NextEra Energy announced May 18, 2026 it will acquire Dominion Energy in an all-stock transaction valuing the combined entity at $67 billion. The combined utility will serve 10 million customers across Florida, Virginia, North Carolina, and South Carolina—the exact footprint where hyperscalers are racing to secure power commitments for AI training clusters.
NextEra already operates the largest regulated electric utility in the United States. Dominion brings 7.5 gigawatts of nuclear and gas generation in Virginia, the state that hosts 70 percent of global internet traffic through its data center alley in Loudoun County. The deal closes regulatory gaps that have slowed co-location agreements in the Mid-Atlantic. Both companies cited accelerating data center load growth as the primary strategic rationale. Dominion's CEO Robert Blue said during the announcement call that the company fielded inquiries for 6 gigawatts of new capacity in Virginia alone over the past 18 months—more than the state's entire residential load.

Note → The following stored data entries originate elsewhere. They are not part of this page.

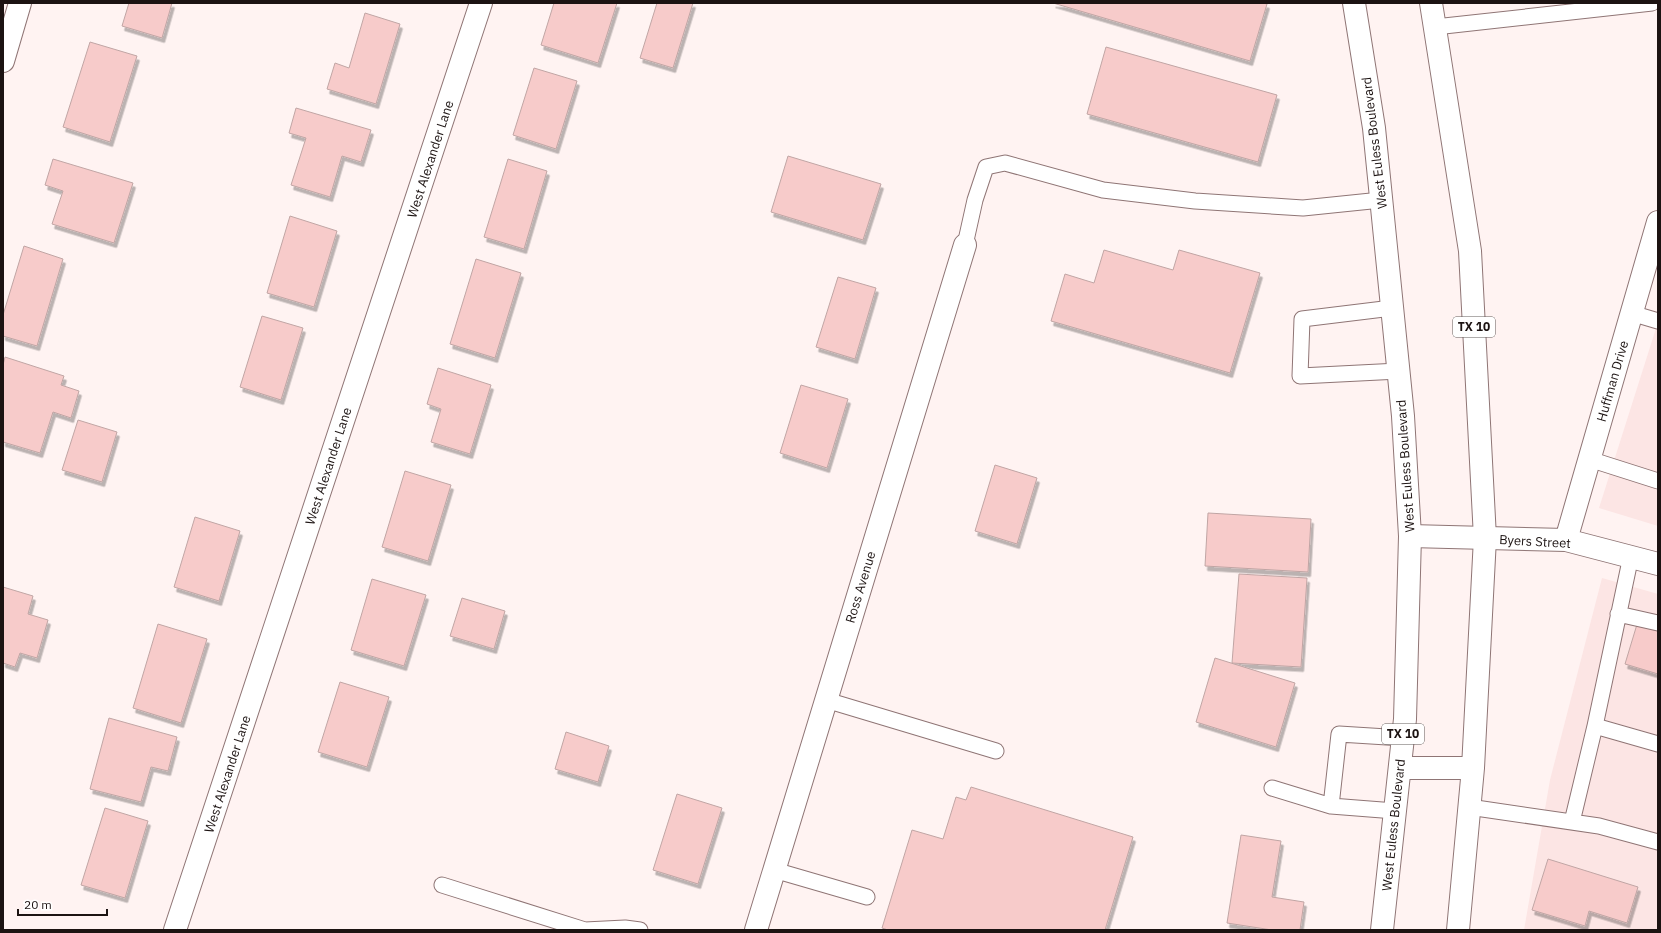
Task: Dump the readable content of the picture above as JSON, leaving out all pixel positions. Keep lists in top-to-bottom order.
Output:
{
  "streets": {
    "street": [
      "West Euless Boulevard",
      "West Alexander Lane",
      "TX 10",
      "Huffman Drive",
      "Byers Street",
      "Ross Avenue"
    ]
  },
  "crossings": [
    ["West Euless Boulevard", "Byers Street"],
    ["TX 10", "Byers Street"],
    ["Huffman Drive", "Byers Street"]
  ],
  "scale_bar": "20 m"
}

The transaction arrives as the Federal Energy Regulatory Commission reviews co-location rules that determine how data centers connect directly to power plants. March 2026 FERC guidance created ambiguity around whether such agreements unfairly shift grid costs to retail customers. NextEra's scale and regulatory relationships position it to navigate those disputes more effectively than Dominion could standalone. The combined company will have 25 percent more regulatory staff and a balance sheet capable of underwriting the $40 billion in transmission upgrades PJM Interconnection has flagged as necessary by 2030. Florida's existing data center market remains thin, but NextEra has been quietly filing for 500-megawatt generation additions near Miami since late 2025—moves that now make sense as demand-side prep work.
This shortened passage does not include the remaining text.